*** INPUT DATA ***
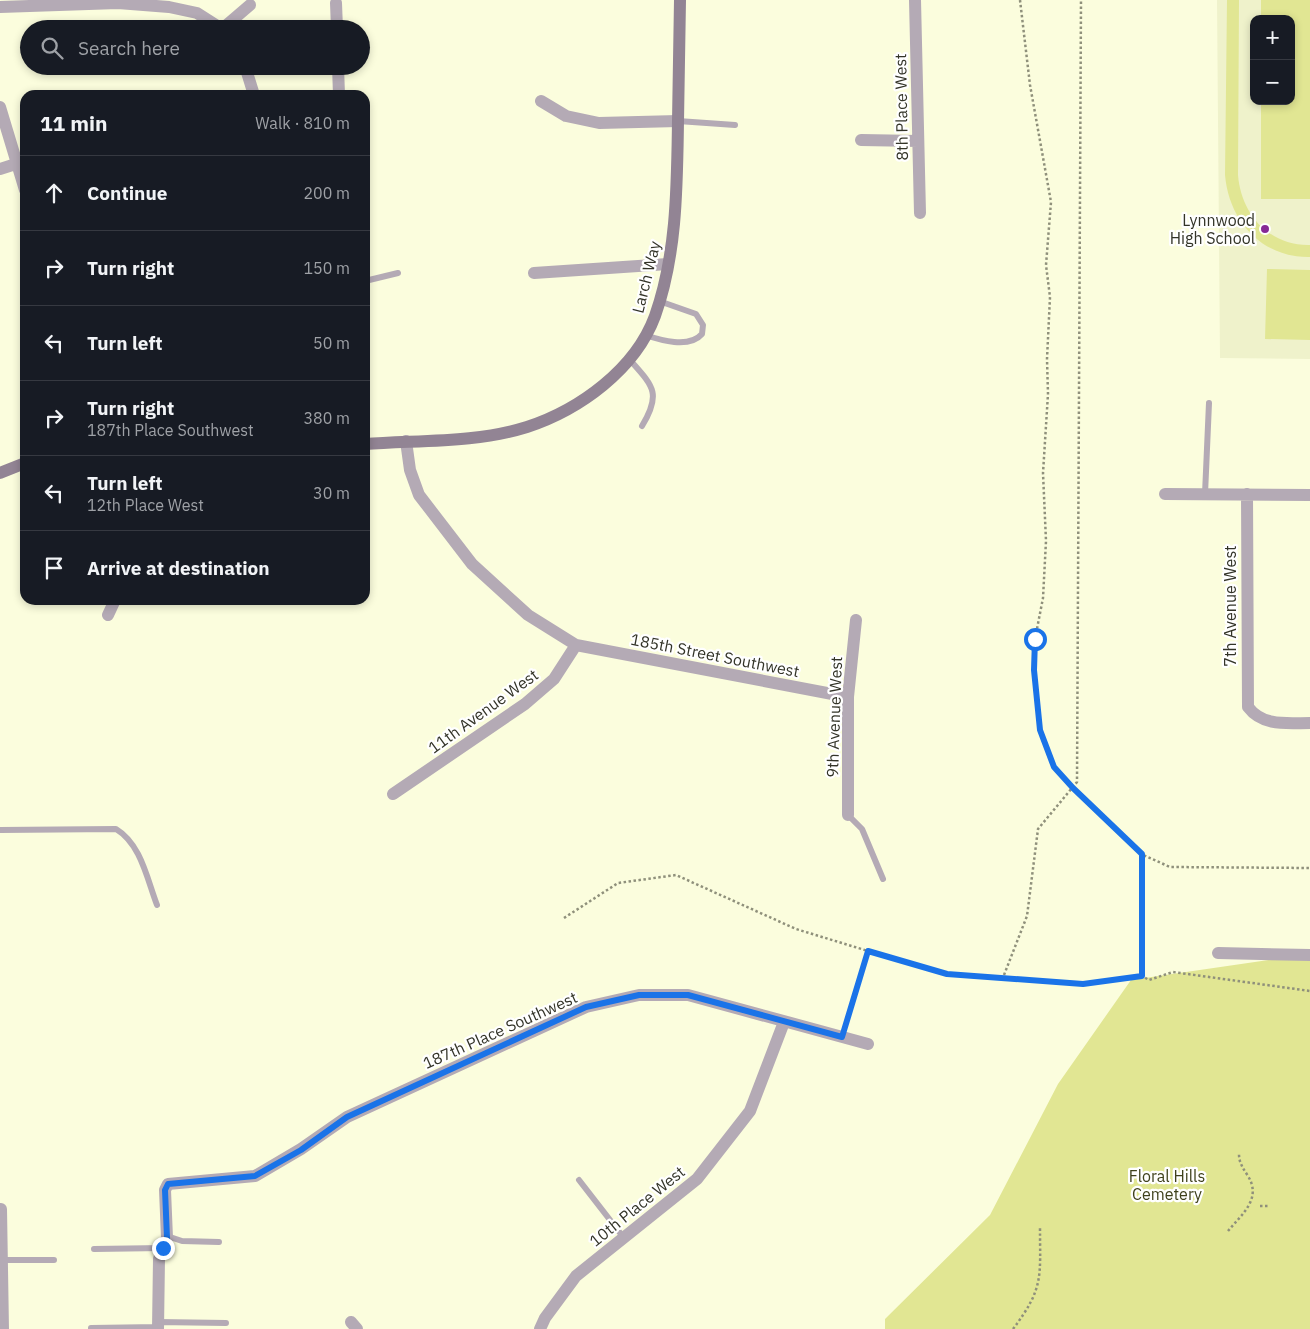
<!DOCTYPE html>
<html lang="en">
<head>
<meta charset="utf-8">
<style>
  body { margin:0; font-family:"IBM Plex Sans",sans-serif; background:#20242c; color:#f1f3f6 }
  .controls { position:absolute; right:15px; top:15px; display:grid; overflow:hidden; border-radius:10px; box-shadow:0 2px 8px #0003 }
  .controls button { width:45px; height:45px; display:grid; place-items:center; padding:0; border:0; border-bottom:1px solid #363941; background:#171b24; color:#f1f3f6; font:25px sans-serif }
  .stop { position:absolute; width:15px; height:15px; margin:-11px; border:4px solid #1a73e8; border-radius:50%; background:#fff }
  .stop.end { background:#1a73e8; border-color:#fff; box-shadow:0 1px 5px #0008 }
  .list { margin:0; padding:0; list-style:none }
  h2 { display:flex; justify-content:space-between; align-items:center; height:65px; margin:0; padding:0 20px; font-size:21px }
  h2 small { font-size:16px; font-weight:400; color:#9ea1a6 }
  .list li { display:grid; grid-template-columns:32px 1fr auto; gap:15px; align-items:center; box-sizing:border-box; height:75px; padding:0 20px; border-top:1px solid #363941 }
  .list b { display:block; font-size:19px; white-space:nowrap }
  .list p { margin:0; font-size:16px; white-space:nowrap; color:#9ea1a6 }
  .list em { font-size:16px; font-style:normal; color:#9ea1a6 }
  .icon { flex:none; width:28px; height:28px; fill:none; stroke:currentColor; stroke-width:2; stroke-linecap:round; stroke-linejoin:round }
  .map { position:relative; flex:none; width:1310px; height:1329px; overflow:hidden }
  .search { position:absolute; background:#171b24; box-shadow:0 2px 8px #0003; left:20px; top:20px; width:350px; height:55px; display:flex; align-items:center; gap:12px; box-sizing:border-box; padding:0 18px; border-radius:28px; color:#9ea1a6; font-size:19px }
  .panel { position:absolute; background:#171b24; box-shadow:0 2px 8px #0003; left:20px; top:90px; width:350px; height:515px; border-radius:15px }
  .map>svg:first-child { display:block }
  .built { fill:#eff2cb; fill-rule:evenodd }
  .green { fill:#e1e693 }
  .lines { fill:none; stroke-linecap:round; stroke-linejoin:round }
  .path { stroke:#8f907b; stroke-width:2.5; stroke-dasharray:2.5 2.5; stroke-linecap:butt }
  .lane { stroke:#b4aab5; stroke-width:6 }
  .street { stroke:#b4aab5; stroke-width:12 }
  .secondary { stroke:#928494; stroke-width:12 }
  .route { stroke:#1a73e8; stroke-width:6 }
  .poi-dot { fill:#862995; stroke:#fff; stroke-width:2 }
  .labels { text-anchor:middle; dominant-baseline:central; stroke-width:4.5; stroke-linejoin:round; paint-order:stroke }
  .street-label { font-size:16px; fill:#333428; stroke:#fff }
  .poi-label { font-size:16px; fill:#333428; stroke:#fff; text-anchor:end }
  .park-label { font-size:16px; fill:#3f411c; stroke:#fff }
</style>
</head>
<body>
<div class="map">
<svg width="1310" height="1329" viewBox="0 0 1310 1329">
  <rect width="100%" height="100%" fill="#fbfddd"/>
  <path class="built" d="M1217 0H1310V359L1220 358ZM1254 19H1291V101H1254Z"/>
  <path class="green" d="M1227 0H1239L1238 175C1241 214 1269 246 1310 245V257C1262 258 1229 221 1225 175Z
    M1261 0H1310V199H1261V101H1291V19H1261Z
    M1267 269 1310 270V340L1265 339Z
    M1297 956H1310V1329H885V1319L990 1215 1058 1084 1131 980Z"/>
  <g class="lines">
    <path class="path" d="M1020 0 1030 85 1051 202 1046 265 1050 297 1047 359 1048 394 1043 473 1046 541 1043 598 1035 639 1034 671 1041 730 1054 767 1073 788 1141 854 1170 867 1310 868
      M1141 854 1142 976
      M564 918 618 883 676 875 796 929 868 951
      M1004 975 1027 916 1038 829 1077 782 1081 0
      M845 1026 868 951 947 974 1083 983 1142 976 1149 980 1173 972 1310 991
      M1260 1206H1268
      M1228 1231C1242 1214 1262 1199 1248 1176 1243 1168 1239 1163 1239 1154
      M1013 1329C1044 1288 1040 1277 1040 1228"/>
    <path class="lane" d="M678 121 735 125
      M365 281 398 273
      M645 335C660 340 689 349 702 334L703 325 696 314 659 301
      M629 359C653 386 662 393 642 426
      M1205 494 1209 403
      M848 815 862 829 883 879
      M0 830 116 829C141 844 147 879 157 905
      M579 1180 624 1238
      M167 1236 182 1241 219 1242
      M94 1249 163 1248
      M2 1260H54
      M158 1322 226 1323
      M91 1328 158 1327"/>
    <path class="street" d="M915 0 920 213
      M336 3 337 29
      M0 7 118 3 169 7 197 13 222 29
      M222 29 250 5
      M245 66 254 95
      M338 66 339 95
      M541 101 566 116 599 123 678 121
      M0 107 25 190
      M861 140 918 141
      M0 169 25 161
      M534 273 668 264
      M406 441 410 470 419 495 472 564 528 615 576 645 848 697
      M1165 494 1310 495
      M1247 494 1248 707C1263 727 1288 723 1310 723
      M108 615 115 600
      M393 794 525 704 554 679 576 645
      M848 815V697L856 620
      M1218 953 1310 955
      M1 1209 3 1329
      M351 1322 357 1329
      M158 1329 159 1259 167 1238 165 1190 168 1184 255 1176 301 1149 347 1117 586 1007 639 995H688L868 1044
      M540 1329 545 1318 576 1276 697 1179 750 1111 784 1022"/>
    <path class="secondary" d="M365 444C418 440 476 443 527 427 579 410 635 370 655 316 677 254 677 186 678 121 679 81 679 40 680 0
      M0 473 25 463"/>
  </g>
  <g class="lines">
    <path class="route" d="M163 1248 167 1238 165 1190 168 1184 255 1176 301 1150 347 1117 586 1007 639 995H688L842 1037 868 951 947 974 1083 984 1142 976V854L1073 788 1054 767 1040 730 1034 670 1035 639"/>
  </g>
  <circle class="poi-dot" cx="1265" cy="229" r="5"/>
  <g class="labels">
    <g class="street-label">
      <text transform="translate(901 107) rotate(-91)">8th Place West</text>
      <text transform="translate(646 277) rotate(-76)">Larch Way</text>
      <text transform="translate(1230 606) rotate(-90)">7th Avenue West</text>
      <text transform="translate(715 655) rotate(11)">185th Street Southwest</text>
      <text transform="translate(483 711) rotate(-36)">11th Avenue West</text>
      <text transform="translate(834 717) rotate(-88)">9th Avenue West</text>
      <text transform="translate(500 1030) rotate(-24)">187th Place Southwest</text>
      <text transform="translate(637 1206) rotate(-39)">10th Place West</text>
    </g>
    <g class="poi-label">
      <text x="1255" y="220">Lynnwood<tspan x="1255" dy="18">High School</tspan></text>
    </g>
    <g class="park-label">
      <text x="1167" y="1176">Floral Hills<tspan x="1167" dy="18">Cemetery</tspan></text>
    </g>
  </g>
</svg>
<div class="controls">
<button>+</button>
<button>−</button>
</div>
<div class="stop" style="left:1035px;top:639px"></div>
<div class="stop end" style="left:163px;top:1248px"></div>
<div class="search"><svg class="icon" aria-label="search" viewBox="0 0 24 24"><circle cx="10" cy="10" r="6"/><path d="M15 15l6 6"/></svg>Search here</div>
<section class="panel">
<h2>11 min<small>Walk · 810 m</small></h2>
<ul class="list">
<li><svg class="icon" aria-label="ahead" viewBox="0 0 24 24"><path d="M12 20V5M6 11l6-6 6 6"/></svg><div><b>Continue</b></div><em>200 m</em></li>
<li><svg class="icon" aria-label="right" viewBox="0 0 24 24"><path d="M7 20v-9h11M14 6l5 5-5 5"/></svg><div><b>Turn right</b></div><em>150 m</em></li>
<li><svg class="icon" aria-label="left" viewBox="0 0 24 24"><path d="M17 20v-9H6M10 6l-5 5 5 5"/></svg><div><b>Turn left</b></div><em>50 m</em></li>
<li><svg class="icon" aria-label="right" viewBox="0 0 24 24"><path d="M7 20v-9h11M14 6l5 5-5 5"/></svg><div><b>Turn right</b><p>187th Place Southwest</p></div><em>380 m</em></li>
<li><svg class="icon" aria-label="left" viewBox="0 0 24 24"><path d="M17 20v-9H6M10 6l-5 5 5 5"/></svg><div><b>Turn left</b><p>12th Place West</p></div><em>30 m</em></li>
<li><svg class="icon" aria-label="arrive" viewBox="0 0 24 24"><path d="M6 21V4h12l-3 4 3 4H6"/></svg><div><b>Arrive at destination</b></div></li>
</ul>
</section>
</div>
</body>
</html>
*** End of INPUT DATA ***
ASSIGNMENT: Would you repeat the material above exactly, line for line, from its first line to the line with "font-size:16px; font-weight:400; color:#9ea1a6", including both and skipping every picture?

RESPONSE AREA:
<!DOCTYPE html>
<html lang="en">
<head>
<meta charset="utf-8">
<style>
  body { margin:0; font-family:"IBM Plex Sans",sans-serif; background:#20242c; color:#f1f3f6 }
  .controls { position:absolute; right:15px; top:15px; display:grid; overflow:hidden; border-radius:10px; box-shadow:0 2px 8px #0003 }
  .controls button { width:45px; height:45px; display:grid; place-items:center; padding:0; border:0; border-bottom:1px solid #363941; background:#171b24; color:#f1f3f6; font:25px sans-serif }
  .stop { position:absolute; width:15px; height:15px; margin:-11px; border:4px solid #1a73e8; border-radius:50%; background:#fff }
  .stop.end { background:#1a73e8; border-color:#fff; box-shadow:0 1px 5px #0008 }
  .list { margin:0; padding:0; list-style:none }
  h2 { display:flex; justify-content:space-between; align-items:center; height:65px; margin:0; padding:0 20px; font-size:21px }
  h2 small { font-size:16px; font-weight:400; color:#9ea1a6 }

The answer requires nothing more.